The accompanying interim financial statements for the three and nine months ended October 31, 2010 and 2009 are unaudited and have been prepared in accordance with U.S. GAAP for interim financial information and Article 10 of Regulation S-X. Accordingly, they do not include all of the information and footnotes required by U.S. GAAP for complete financial statements. In the opinion of management, all adjustments (consisting of normal recurring accruals) considered necessary for a fair presentation have been included. The results of operations realized during an interim period are not necessarily indicative of results to be expected for a full year. These financial statements should be read in conjunction with the financial statements of the Company for the fiscal year ended January 31, 2010.


Development Stage Company


The accompanying financial statements have been prepared in accordance with generally accepted accounting principles related to development-stage companies as that term is defined by Financial Accounting Standards Board ("FASB") Accounting Standards Codification ("ASC") 915, Development Stage Entities.

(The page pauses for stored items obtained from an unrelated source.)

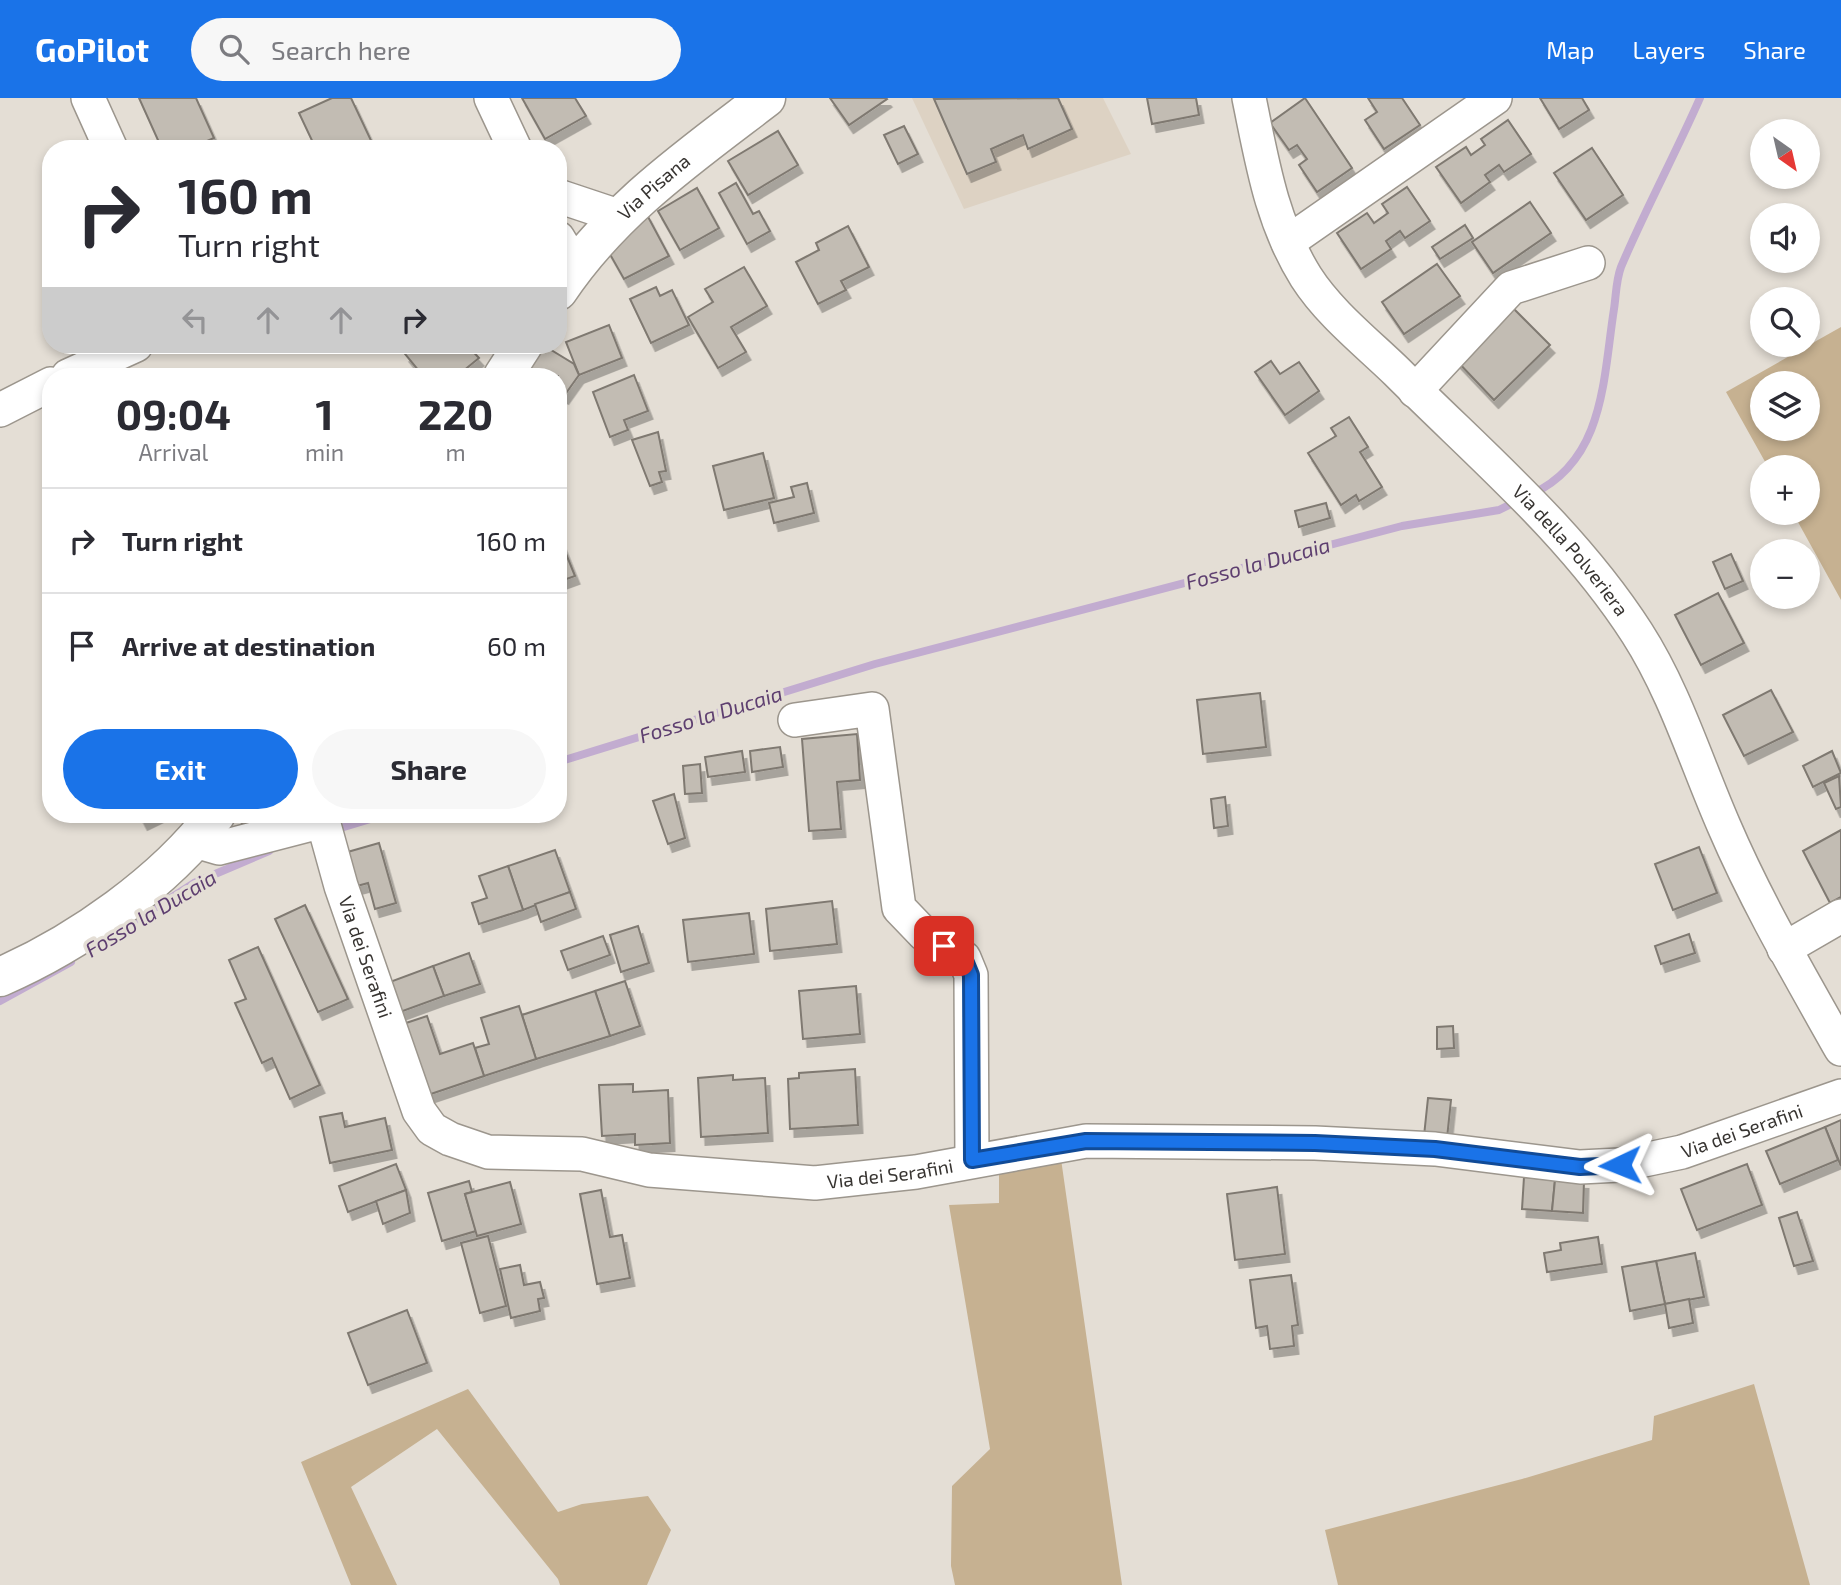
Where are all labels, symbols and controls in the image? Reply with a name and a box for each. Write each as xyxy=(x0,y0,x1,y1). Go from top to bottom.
search box xyxy=(191,18,681,81)
text: GoPilot xyxy=(35,29,149,69)
icon: search xyxy=(215,30,253,68)
text: Search here xyxy=(271,34,411,65)
text: Map xyxy=(1546,35,1594,64)
text: Layers xyxy=(1632,35,1705,64)
text: Share xyxy=(1743,35,1806,64)
north arrow xyxy=(1750,119,1820,189)
map controls xyxy=(1750,119,1820,609)
street label: Via Pisana xyxy=(612,149,694,224)
text: 160 m xyxy=(178,165,313,224)
icon: right xyxy=(63,168,154,259)
button: sound xyxy=(1750,203,1820,273)
text: Turn right xyxy=(178,225,320,263)
button: search xyxy=(1750,287,1820,357)
icon: left xyxy=(176,301,214,339)
icon: ahead xyxy=(249,301,287,339)
icon: ahead xyxy=(322,301,360,339)
icon: right xyxy=(395,301,433,339)
button: layers xyxy=(1750,371,1820,441)
text: 09:04 xyxy=(116,388,231,438)
text: 1 xyxy=(315,388,334,438)
text: 220 xyxy=(418,388,493,438)
text: Arrival xyxy=(138,438,208,466)
text: min xyxy=(305,438,344,466)
text: m xyxy=(445,438,466,466)
button: + xyxy=(1750,455,1820,525)
street label: Via della Polveriera xyxy=(1508,479,1634,620)
icon: right xyxy=(63,522,101,560)
text: Turn right xyxy=(122,525,243,556)
text: 160 m xyxy=(477,525,546,556)
water label: Fosso la Ducaia xyxy=(1183,531,1333,594)
button: − xyxy=(1750,539,1820,609)
icon: arrive xyxy=(63,627,101,665)
text: Arrive at destination xyxy=(122,630,375,661)
text: 60 m xyxy=(487,630,546,661)
water label: Fosso la Ducaia xyxy=(636,680,785,747)
button: Exit xyxy=(63,729,298,809)
button: Share xyxy=(312,729,546,809)
water label: Fosso la Ducaia xyxy=(80,864,220,962)
street label: Via dei Serafini xyxy=(334,893,398,1021)
pin xyxy=(914,916,974,976)
icon: arrive xyxy=(925,927,963,965)
street label: Via dei Serafini xyxy=(1678,1098,1806,1162)
position arrow xyxy=(1583,1128,1657,1202)
street label: Via dei Serafini xyxy=(826,1153,955,1193)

A development-stage company is one in which planned principal operations have not commenced or, if its operations have commenced, revenues therefrom are not yet considered to be significant.


Cash and Cash Equivalents


The Company considers all highly liquid investments with a maturity of three months or less when purchased to be cash equivalents.


Estimates


The preparation of financial statements in conformity with U.S. GAAP requires management to make estimates and assumptions that affect the reported amounts of assets and liabilities and disclosure of contingent assets and liabilities at the date of the financial statements and the reported amounts of revenues and expenses during the reporting period. Actual results could differ from those estimates.


Reclassifications


Certain accounts and financial statement captions in the prior periods have been reclassified to conform to the presentation in the current period financial statements.


Advertising


Advertising will be expensed in the period in which it is incurred. There were no advertising expenses in either reporting period.



7



Revenue Recognition


The Company applies paragraph 605-10-S99-1 of the FASB Accounting Standards Codification for revenue recognition. The Company recognizes revenue when it is realized or realizable and earned less estimated future doubtful accounts. The Company considers revenue realized or realizable and earned when all of the following criteria are met: (i) persuasive evidence of an arrangement exists, (ii) the services have been rendered to the customer, (iii) the sales price is fixed or determinable, and (iv) collectability is reasonably assured.


Net Loss Per Common Share


Net loss per common share is computed pursuant to section 260-10-45 of the FASB ASC. Basic and diluted net income per common share has been calculated by dividing the net income for the period by the basic and diluted weighted average number of common shares outstanding assuming that the Company incorporated as of the beginning of the first period presented. There were no dilutive shares or securities outstanding as of October 31, 2010.


Income Taxes


The Company accounts for income taxes using Section 740-10-30 of the FASB ASC. Deferred income tax assets and liabilities are determined based upon differences between the financial reporting and tax bases of assets and liabilities and are measured using the enacted tax rates and laws that will be in effect when the differences are expected to reverse. Deferred tax assets are reduced by a valuation allowance to the extent management concludes it is more likely than not that the assets will not be realized. Deferred tax assets and liabilities are measured using enacted tax rates expected to apply to taxable income in the years in which those temporary differences are expected to be recovered or settled. The effect on deferred tax assets and liabilities of a change in tax rates is recognized in the statements of operations in the period that includes the enactment date.


The Company adopted section 740-10-25 of the FASB ASC (“Section 740-10-25”). Section 740-10-25 addresses the determination of whether tax benefits claimed or expected to be claimed on a tax return should be recorded in the financial statements. Under Section 740-10-25, the Company may recognize the tax benefit from an uncertain tax position only if it is more likely than not that the tax position will be sustained on examination by the taxing authorities, based on the technical merits of the position. The tax benefits recognized in the financial statements from such a position should be measured based on the largest benefit that has a greater than 50% likelihood of being realized upon ultimate settlement. Section 740-10-25 also provides guidance on de-recognition, classification, interest and penalties on income taxes, accounting in interim periods and requires increased disclosures. The Company had no material adjustments to its liabilities for unrecognized income tax benefits according to the provisions of Section 740-10-25.


Subsequent Events


The Company follows the guidance in Section 855-10-50 of the FASB Accounting Standards Codification for the disclosure of subsequent events. The Company evaluates subsequent events from the date of the balance sheet through the date when the financial statements are issued.  Pursuant to ASU 2010-09 of the FASB Accounting Standards Codification, the Company as an SEC filer considers its financial statements issued when they are widely distributed to users, such as through filing them with the SEC on the EDGAR system.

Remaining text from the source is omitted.